## [Data for analysis]

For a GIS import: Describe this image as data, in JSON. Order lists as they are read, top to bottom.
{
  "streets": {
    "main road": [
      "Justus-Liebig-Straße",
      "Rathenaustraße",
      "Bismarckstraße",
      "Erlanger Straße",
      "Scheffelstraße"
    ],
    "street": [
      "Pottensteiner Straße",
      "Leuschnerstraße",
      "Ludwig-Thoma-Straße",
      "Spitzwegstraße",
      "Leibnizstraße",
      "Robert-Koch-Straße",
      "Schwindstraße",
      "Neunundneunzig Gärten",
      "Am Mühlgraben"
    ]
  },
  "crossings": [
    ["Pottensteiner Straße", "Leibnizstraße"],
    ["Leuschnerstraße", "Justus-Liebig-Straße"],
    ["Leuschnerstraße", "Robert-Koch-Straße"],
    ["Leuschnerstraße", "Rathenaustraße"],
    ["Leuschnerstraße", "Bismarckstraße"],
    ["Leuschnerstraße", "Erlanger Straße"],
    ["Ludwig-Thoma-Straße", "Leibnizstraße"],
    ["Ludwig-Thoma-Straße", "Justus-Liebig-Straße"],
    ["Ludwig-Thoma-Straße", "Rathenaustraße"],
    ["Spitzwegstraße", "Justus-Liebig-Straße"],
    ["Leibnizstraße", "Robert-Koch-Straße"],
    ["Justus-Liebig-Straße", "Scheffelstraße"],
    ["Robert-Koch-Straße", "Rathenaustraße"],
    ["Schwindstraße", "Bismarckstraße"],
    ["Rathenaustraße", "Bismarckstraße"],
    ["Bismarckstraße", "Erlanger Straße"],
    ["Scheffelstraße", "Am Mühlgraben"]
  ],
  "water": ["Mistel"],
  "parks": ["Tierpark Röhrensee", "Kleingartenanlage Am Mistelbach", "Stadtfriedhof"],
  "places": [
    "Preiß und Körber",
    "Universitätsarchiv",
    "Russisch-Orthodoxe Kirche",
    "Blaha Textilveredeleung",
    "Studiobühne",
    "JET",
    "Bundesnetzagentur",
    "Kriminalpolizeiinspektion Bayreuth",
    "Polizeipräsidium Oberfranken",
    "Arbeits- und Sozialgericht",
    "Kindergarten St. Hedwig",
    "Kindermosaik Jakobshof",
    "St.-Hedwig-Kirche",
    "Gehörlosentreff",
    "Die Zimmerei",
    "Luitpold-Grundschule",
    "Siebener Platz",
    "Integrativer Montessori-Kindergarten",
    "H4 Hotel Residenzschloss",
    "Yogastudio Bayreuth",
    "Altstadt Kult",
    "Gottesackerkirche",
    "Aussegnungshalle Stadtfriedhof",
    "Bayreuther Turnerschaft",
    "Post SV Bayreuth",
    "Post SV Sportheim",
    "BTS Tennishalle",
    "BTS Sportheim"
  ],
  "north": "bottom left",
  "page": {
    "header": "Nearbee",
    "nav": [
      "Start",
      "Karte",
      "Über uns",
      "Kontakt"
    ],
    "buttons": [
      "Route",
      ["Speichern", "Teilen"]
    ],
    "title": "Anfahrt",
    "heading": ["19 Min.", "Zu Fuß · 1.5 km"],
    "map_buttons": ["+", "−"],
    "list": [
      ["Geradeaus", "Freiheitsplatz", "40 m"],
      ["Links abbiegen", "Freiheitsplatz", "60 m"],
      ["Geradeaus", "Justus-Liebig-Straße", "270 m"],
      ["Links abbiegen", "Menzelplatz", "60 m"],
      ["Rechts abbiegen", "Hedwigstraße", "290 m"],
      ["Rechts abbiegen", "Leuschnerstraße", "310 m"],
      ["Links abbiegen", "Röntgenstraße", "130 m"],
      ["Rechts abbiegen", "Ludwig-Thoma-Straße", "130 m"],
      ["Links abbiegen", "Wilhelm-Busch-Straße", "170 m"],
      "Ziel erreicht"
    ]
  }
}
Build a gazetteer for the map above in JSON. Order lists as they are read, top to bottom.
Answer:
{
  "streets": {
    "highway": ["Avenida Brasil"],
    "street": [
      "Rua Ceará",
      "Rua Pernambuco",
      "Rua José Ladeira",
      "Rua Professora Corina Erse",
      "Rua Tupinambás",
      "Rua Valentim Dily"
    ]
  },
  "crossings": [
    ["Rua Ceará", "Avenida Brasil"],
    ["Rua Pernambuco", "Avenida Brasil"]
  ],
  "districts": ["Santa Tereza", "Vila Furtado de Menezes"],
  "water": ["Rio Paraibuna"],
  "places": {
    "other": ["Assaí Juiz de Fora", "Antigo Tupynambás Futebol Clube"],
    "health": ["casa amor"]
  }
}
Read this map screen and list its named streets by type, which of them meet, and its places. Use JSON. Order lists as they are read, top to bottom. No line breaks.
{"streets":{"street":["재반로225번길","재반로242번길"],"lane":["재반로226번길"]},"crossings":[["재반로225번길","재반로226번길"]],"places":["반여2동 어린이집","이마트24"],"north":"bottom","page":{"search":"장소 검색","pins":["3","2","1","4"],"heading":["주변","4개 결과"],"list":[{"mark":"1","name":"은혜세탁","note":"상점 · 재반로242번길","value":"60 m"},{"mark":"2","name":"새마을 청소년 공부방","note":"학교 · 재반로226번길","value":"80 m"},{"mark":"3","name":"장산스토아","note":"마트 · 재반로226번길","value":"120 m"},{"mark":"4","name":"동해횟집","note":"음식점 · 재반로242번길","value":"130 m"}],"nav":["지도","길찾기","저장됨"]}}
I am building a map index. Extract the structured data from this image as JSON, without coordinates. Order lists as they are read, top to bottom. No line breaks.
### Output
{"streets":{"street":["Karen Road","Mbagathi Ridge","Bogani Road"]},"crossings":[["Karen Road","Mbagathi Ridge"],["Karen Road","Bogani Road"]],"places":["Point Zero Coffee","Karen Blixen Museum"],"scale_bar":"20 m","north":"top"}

## [What you have to do]
Please give the number of lines above in which the word "heading" appears, without any other text.

## [Your response]
2